[Items from a dataset]
▬▬▬
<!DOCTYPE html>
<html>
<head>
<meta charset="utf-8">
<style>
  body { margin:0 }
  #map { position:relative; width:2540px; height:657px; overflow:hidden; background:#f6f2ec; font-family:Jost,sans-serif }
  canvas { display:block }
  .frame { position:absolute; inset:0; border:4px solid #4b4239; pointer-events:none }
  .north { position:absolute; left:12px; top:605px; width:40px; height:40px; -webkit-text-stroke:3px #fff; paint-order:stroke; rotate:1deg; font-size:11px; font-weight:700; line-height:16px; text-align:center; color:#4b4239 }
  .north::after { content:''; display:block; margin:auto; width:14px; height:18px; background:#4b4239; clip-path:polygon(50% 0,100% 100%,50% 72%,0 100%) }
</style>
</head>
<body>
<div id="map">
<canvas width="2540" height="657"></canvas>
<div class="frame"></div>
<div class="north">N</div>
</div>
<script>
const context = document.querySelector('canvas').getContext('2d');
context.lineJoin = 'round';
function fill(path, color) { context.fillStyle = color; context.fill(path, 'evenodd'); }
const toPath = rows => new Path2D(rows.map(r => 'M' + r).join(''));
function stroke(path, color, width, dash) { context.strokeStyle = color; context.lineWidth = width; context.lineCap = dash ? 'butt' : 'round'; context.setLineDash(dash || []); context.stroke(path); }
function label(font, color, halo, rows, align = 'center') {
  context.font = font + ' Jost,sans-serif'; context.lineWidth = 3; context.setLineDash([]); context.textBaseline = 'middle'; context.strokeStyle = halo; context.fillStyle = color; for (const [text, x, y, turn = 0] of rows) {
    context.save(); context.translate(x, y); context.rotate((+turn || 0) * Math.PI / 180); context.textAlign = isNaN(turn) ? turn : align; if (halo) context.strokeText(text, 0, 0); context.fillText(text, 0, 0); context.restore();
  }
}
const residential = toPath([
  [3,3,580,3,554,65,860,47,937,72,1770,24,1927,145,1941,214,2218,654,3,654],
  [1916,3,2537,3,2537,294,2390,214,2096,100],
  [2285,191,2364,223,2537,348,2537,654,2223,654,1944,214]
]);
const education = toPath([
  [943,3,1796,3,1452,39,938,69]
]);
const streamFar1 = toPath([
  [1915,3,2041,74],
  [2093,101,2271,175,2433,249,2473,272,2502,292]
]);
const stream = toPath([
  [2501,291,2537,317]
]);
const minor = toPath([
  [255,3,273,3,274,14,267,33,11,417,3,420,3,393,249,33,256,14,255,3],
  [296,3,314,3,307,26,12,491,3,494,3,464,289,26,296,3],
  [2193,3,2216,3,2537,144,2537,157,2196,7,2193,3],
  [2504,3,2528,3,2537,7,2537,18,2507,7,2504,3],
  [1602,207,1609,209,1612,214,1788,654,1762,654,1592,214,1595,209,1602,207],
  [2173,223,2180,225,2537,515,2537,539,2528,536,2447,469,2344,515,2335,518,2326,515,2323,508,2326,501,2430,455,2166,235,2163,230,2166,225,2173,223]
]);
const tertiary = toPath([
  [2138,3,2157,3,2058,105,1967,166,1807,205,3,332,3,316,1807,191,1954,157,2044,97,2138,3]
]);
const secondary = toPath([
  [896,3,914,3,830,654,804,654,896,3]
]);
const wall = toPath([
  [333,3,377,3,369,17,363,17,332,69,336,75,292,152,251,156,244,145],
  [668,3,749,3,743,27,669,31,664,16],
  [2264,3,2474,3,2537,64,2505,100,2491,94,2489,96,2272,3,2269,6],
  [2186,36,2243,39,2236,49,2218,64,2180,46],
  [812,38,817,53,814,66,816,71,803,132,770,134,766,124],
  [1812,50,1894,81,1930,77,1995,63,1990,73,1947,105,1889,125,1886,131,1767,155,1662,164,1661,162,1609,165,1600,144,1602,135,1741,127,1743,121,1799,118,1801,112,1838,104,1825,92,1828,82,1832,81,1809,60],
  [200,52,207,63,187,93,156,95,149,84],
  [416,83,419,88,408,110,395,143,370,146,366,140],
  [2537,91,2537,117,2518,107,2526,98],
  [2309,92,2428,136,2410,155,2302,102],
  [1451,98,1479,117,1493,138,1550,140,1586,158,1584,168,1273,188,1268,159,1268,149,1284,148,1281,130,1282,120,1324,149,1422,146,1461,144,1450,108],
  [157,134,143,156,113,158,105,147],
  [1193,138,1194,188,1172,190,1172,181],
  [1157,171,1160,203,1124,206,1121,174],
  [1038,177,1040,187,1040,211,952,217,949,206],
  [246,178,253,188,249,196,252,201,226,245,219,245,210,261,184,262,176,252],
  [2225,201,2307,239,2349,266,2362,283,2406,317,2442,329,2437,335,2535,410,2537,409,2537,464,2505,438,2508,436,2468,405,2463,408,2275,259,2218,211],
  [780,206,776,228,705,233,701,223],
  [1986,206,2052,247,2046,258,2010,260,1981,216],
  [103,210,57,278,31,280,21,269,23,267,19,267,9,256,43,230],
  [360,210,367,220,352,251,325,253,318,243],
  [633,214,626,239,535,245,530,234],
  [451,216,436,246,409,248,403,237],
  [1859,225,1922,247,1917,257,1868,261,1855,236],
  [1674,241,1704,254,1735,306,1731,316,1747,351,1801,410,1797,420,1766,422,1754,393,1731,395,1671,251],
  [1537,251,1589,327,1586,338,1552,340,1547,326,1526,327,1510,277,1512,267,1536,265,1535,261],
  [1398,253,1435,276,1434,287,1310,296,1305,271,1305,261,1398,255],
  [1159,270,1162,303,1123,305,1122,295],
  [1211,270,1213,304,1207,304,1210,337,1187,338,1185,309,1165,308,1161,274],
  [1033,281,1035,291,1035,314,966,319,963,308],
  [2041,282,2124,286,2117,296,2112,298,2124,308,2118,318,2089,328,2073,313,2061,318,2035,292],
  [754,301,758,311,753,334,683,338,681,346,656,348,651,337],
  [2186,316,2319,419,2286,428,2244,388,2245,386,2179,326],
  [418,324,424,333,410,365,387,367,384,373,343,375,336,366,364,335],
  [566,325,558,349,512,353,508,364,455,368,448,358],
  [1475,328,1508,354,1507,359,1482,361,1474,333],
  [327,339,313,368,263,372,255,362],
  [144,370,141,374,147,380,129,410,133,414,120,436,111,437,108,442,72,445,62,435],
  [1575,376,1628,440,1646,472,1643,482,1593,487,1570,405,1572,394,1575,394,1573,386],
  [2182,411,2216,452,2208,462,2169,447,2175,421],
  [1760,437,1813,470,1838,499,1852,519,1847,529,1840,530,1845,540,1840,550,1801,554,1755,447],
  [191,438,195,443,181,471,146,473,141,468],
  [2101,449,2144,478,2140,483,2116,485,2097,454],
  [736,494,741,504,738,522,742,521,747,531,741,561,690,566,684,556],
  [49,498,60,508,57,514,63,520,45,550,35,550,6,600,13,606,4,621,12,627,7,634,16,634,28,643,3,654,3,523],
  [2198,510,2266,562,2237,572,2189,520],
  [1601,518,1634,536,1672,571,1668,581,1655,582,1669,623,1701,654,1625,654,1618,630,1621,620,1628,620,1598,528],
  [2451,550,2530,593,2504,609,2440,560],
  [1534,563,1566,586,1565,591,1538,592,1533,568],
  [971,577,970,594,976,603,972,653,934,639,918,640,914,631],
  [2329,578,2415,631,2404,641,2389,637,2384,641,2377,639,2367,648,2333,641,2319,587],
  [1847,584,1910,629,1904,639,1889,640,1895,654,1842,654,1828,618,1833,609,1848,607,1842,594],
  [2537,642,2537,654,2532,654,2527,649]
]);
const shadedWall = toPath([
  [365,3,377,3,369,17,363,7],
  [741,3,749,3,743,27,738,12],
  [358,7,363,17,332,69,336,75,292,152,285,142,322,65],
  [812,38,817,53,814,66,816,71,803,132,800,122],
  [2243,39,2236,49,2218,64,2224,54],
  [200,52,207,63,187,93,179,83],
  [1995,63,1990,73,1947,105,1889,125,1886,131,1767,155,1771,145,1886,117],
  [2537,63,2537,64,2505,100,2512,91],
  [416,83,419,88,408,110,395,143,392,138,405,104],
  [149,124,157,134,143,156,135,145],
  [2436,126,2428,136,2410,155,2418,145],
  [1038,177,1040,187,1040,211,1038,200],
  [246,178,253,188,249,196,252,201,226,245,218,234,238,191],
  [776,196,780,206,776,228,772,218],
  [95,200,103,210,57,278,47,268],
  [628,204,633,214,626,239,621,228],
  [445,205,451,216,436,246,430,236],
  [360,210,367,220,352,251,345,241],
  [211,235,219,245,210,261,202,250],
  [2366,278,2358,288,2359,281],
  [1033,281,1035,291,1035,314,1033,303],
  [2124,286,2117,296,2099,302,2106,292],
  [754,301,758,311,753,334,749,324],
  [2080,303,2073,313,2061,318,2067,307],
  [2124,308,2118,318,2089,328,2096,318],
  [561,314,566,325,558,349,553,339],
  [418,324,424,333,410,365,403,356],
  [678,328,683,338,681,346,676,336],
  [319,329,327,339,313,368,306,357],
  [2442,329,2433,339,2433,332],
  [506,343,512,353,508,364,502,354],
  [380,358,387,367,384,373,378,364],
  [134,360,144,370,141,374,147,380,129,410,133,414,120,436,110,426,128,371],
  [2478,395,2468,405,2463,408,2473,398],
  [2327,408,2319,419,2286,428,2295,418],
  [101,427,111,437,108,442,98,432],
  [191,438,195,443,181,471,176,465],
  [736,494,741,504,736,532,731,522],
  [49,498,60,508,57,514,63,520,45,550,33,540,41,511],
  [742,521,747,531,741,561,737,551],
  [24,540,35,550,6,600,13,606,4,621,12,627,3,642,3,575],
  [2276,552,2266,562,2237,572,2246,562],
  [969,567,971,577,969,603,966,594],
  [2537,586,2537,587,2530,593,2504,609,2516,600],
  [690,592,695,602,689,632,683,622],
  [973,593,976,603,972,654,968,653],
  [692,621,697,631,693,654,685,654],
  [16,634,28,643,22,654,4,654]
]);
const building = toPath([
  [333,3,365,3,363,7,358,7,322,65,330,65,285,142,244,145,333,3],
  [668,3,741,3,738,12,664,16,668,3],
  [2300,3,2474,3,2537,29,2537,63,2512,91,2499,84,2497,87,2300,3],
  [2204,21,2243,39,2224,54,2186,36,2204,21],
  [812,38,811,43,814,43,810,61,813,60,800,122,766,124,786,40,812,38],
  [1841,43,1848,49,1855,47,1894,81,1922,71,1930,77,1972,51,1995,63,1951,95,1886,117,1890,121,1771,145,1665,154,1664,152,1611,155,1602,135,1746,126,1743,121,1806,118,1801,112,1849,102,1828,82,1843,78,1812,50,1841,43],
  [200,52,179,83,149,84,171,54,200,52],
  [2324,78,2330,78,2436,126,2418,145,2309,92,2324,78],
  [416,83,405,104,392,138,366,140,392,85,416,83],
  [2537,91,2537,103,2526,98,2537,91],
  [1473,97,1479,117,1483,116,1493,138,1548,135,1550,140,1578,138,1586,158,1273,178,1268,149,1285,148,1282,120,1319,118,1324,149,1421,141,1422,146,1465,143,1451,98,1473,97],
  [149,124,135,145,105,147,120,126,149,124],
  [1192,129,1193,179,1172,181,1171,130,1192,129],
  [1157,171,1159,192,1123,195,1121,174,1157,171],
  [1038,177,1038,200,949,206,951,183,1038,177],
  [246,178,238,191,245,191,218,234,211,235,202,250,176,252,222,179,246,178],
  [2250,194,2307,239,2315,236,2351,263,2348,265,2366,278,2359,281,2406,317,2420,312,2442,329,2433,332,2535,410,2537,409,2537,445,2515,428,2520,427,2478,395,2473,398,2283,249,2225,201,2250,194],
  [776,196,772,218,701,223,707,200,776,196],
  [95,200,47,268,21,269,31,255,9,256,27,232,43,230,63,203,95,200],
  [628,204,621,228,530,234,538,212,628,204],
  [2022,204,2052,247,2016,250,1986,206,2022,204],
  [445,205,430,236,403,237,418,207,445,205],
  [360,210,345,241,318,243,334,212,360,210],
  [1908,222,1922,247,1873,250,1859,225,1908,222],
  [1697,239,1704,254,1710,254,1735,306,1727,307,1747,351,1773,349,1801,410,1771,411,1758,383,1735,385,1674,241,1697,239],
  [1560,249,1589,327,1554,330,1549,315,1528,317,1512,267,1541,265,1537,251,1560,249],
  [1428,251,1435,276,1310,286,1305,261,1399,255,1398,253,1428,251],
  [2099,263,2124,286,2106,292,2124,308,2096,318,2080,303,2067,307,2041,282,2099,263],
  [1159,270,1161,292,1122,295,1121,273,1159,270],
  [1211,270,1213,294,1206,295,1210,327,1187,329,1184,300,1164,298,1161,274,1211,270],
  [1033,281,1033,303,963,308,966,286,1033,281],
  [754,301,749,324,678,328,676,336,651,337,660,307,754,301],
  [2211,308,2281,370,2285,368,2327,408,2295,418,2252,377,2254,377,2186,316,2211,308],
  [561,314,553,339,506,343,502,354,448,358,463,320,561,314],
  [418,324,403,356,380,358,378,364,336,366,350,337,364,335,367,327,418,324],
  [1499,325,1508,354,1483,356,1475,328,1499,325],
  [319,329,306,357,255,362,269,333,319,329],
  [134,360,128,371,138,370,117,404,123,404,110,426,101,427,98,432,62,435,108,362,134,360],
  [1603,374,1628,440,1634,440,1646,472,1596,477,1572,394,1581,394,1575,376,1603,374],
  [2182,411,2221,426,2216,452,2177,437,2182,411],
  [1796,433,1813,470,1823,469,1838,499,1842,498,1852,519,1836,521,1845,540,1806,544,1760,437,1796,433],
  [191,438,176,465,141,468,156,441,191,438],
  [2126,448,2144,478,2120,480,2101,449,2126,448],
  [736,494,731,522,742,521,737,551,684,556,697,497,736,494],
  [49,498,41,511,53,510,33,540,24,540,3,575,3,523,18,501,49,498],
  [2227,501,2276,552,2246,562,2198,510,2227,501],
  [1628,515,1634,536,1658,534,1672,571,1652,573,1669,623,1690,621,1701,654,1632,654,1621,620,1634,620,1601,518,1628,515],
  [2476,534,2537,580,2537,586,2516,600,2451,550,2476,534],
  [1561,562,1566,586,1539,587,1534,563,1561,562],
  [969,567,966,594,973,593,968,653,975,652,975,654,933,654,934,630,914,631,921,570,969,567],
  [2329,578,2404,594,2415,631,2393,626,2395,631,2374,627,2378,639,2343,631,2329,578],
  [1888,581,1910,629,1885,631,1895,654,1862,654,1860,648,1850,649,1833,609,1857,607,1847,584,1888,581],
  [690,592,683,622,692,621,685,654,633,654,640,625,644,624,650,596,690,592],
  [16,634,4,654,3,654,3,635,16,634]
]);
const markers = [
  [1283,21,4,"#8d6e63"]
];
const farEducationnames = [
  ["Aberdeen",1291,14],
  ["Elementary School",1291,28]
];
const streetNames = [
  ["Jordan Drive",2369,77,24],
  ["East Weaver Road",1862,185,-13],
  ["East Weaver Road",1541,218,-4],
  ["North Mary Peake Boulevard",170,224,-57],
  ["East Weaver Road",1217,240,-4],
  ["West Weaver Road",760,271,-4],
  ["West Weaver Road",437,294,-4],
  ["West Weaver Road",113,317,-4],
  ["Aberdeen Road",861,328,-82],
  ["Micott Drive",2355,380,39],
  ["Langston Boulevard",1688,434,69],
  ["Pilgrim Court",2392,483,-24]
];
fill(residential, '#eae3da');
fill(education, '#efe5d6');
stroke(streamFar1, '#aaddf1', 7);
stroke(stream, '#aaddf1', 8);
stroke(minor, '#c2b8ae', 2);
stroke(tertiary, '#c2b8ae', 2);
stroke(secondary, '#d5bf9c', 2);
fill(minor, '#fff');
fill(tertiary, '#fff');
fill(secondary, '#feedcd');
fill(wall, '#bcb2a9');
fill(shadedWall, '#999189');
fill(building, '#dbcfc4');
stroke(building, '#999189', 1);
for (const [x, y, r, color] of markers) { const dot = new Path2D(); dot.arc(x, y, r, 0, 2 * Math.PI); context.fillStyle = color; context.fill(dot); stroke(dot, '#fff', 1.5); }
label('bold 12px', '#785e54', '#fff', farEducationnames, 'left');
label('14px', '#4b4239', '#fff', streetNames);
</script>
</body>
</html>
▬▬▬
## ASSIGNED TASK
Provide the count of lines in the data above that include the word "rows", with no added text.

## RESPONSE TO THIS EXERCISE
3